Question

The price of a zero-coupon bond with maturity 1 year is $943.40. The price of a...

The price of a zero-coupon bond with maturity 1 year is $943.40. The price of a zero-coupon bond with maturity 2 years is $898.47. For this problem, express all yields as net (not gross) rates.
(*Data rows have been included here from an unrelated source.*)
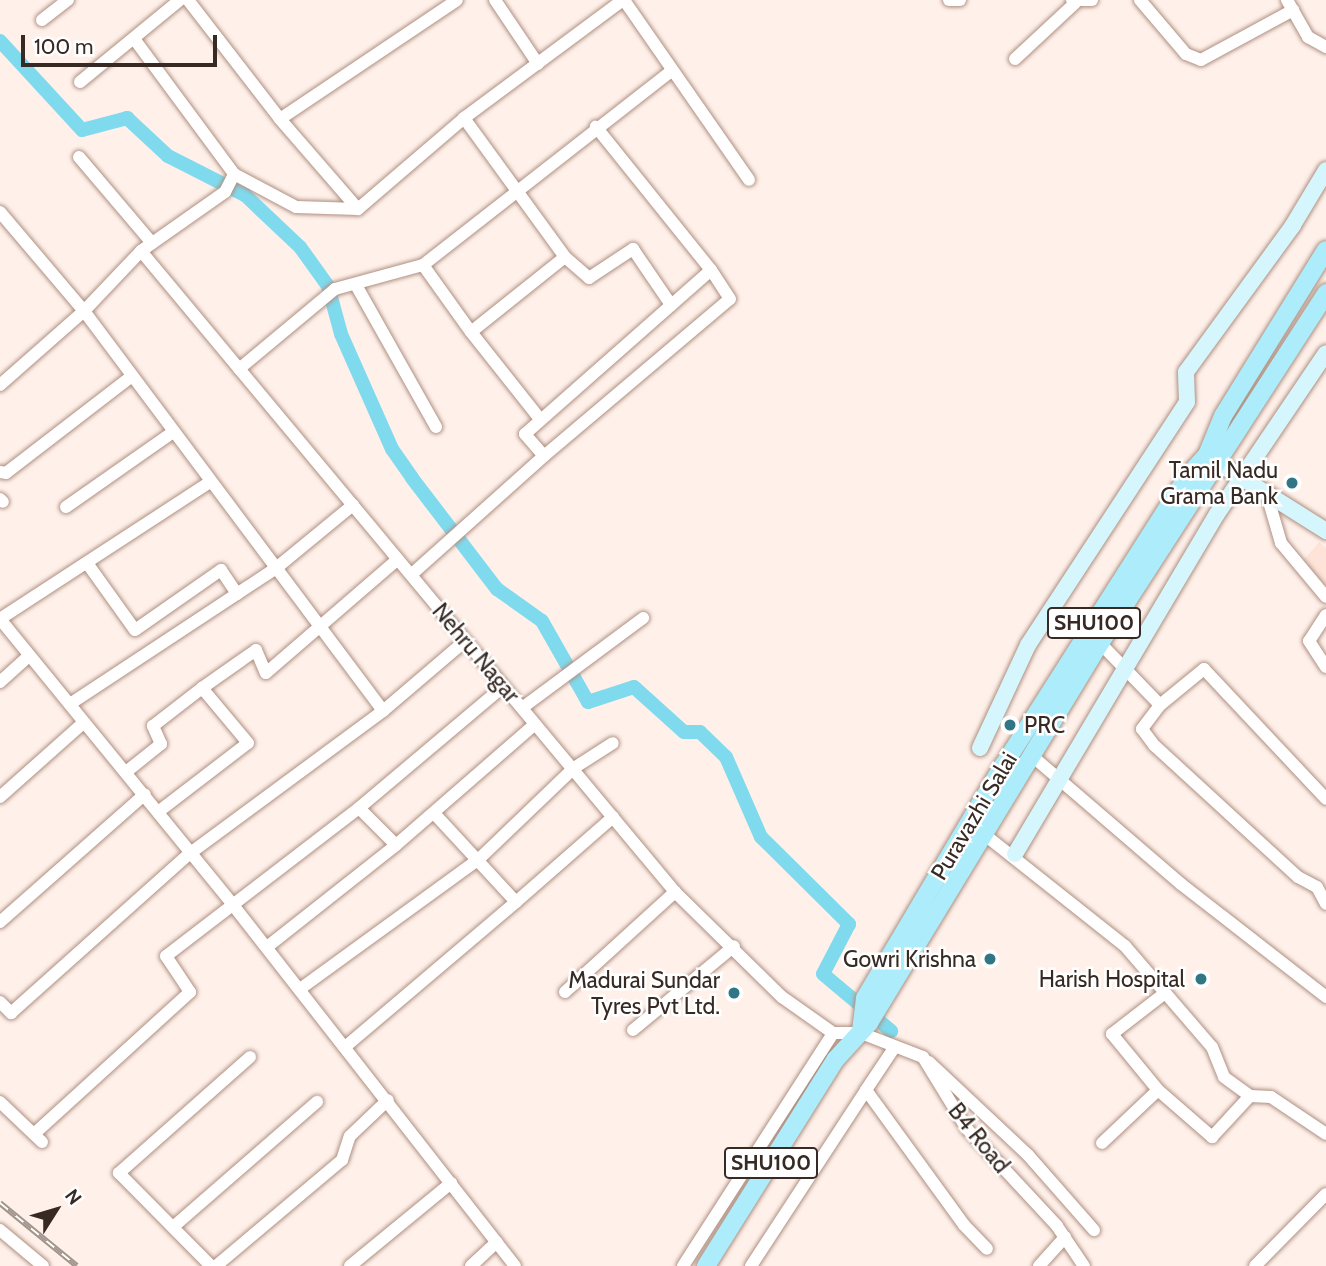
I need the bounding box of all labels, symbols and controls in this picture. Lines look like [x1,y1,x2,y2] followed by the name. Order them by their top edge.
[24,21,220,65] scale bar
[34,34,93,59] text: 100 m
[1160,456,1278,510] place label: Tamil Nadu Grama Bank
[1284,475,1300,491] marker: Tamil Nadu Grama Bank
[426,598,526,708] street label: Nehru Nagar
[1047,606,1141,640] road number: SHU100
[1024,711,1065,739] place label: PRC
[1002,717,1018,733] marker: PRC
[925,747,1023,885] street label: Puravazhi Salai
[843,945,976,973] place label: Gowri Krishna
[982,951,998,967] marker: Gowri Krishna
[1039,965,1185,993] place label: Harish Hospital
[568,966,720,1020] place label: Madurai Sundar Tyres Pvt Ltd.
[1191,969,1211,989] marker: Harish Hospital
[726,985,742,1001] marker: Madurai Sundar Tyres Pvt Ltd.
[942,1097,1016,1179] street label: B4 Road
[724,1146,818,1180] road number: SHU100
[21,1175,91,1245] north arrow
[60,1185,86,1209] text: N

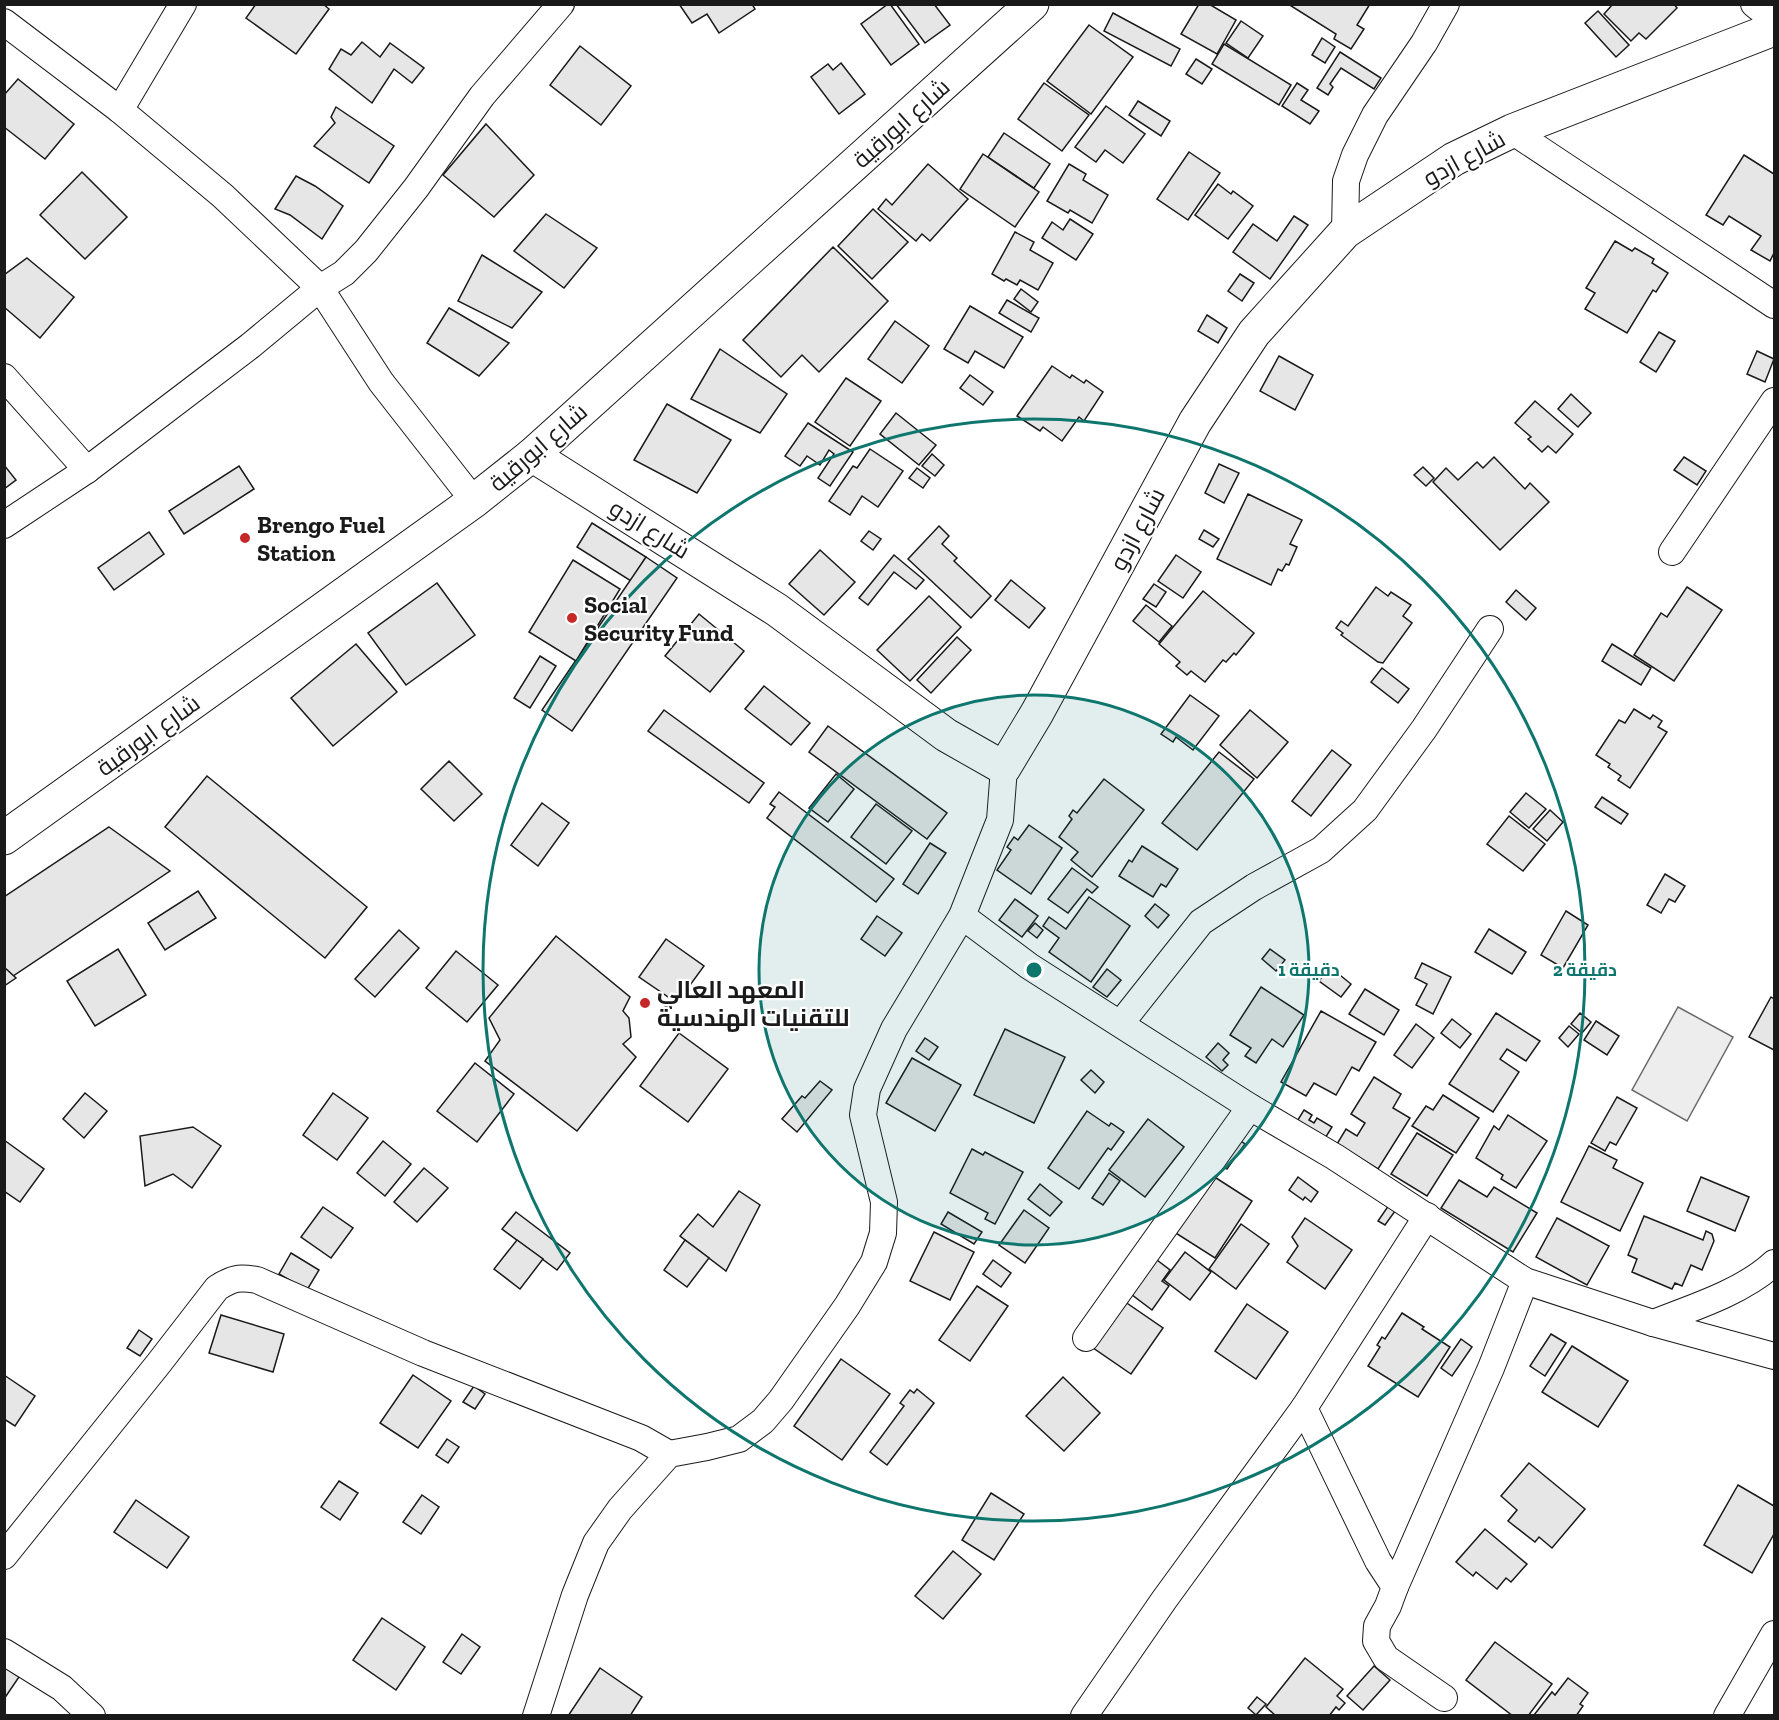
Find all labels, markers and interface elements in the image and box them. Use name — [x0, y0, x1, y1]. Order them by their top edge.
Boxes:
street label: شارع ابورقية — [847, 72, 957, 176]
street label: شارع ازدو — [1418, 124, 1511, 194]
street label: شارع ابورقية — [483, 397, 594, 499]
street label: شارع ازدو — [1103, 483, 1173, 576]
street label: شارع ازدو — [603, 493, 696, 567]
place label: Brengo Fuel Station — [257, 510, 385, 567]
marker: Brengo Fuel Station — [238, 531, 252, 545]
place label: Social Security Fund — [584, 590, 734, 647]
marker: Social Security Fund — [565, 611, 579, 625]
street label: شارع ابورقية — [91, 688, 206, 784]
text: 1 دقيقة — [1278, 959, 1340, 981]
text: 2 دقيقة — [1553, 959, 1617, 981]
centre of rings — [1024, 960, 1044, 980]
place label: المعهد العالي للتقنيات الهندسية — [657, 975, 850, 1032]
marker: المعهد العالي للتقنيات الهندسية — [638, 996, 652, 1010]

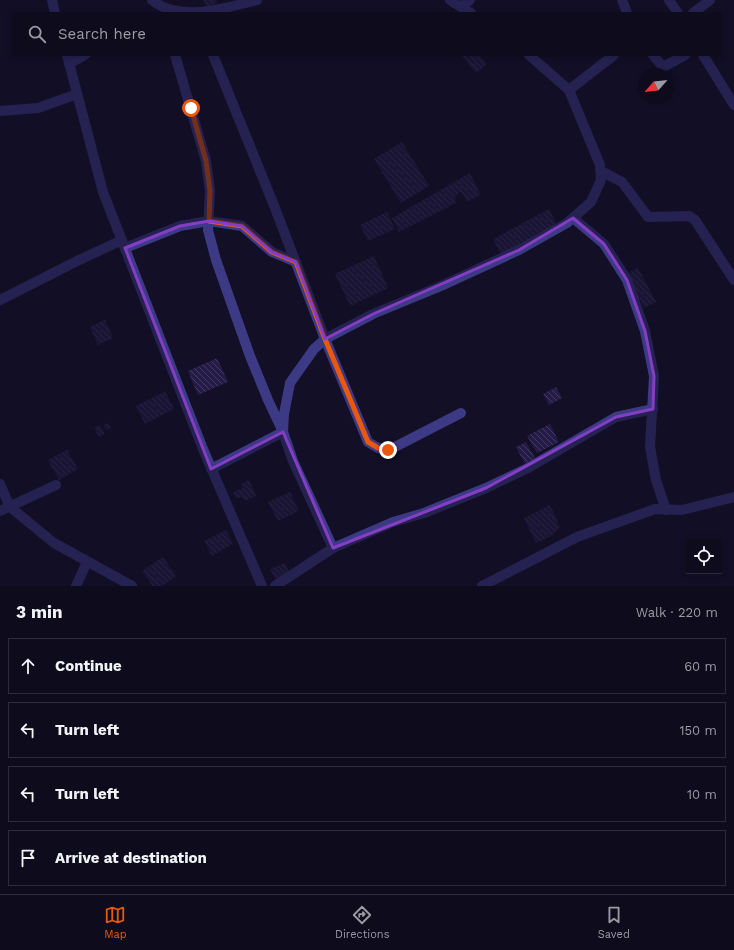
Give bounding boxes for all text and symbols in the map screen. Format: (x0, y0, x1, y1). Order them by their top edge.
search box (12, 12, 722, 56)
icon: search (26, 23, 48, 45)
text: Search here (58, 25, 146, 43)
north arrow (638, 68, 674, 104)
route start (182, 99, 200, 117)
route end (379, 441, 397, 459)
map controls (686, 538, 722, 574)
button: locate (686, 538, 722, 574)
text: 3 min (16, 602, 62, 622)
text: Walk · 220 m (636, 605, 718, 620)
icon: ahead (17, 655, 39, 677)
text: Continue (55, 657, 122, 675)
text: 60 m (684, 659, 717, 674)
icon: left (17, 719, 39, 741)
text: Turn left (55, 721, 119, 739)
text: 150 m (679, 723, 717, 738)
icon: left (17, 783, 39, 805)
text: Turn left (55, 785, 119, 803)
text: 10 m (687, 787, 717, 802)
icon: arrive (17, 847, 39, 869)
text: Arrive at destination (55, 849, 207, 867)
tab: Map (104, 904, 127, 941)
tab: Directions (335, 904, 389, 941)
tab: Saved (598, 904, 630, 941)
Assume the face values of the bonds are $1000.

1 What is the yield to maturity of the 1 year bond?

2 What is the yield to maturity of the 2 years bond?

3 Assuming that the expectations hypothesis is valid, what is the expected short rate in the first year? 3

4 Assuming that the expectations hypothesis is valid, what is the expected short rate in the second year ?

5 Assuming the liquidity preference theory is valid and the liquidity premium in the second year is 0.01, what is the expected short rate in the second year?

6 Assuming that the expectations hypothesis is valid, what is the expected price of the 2 year bond at the beginning of the second year?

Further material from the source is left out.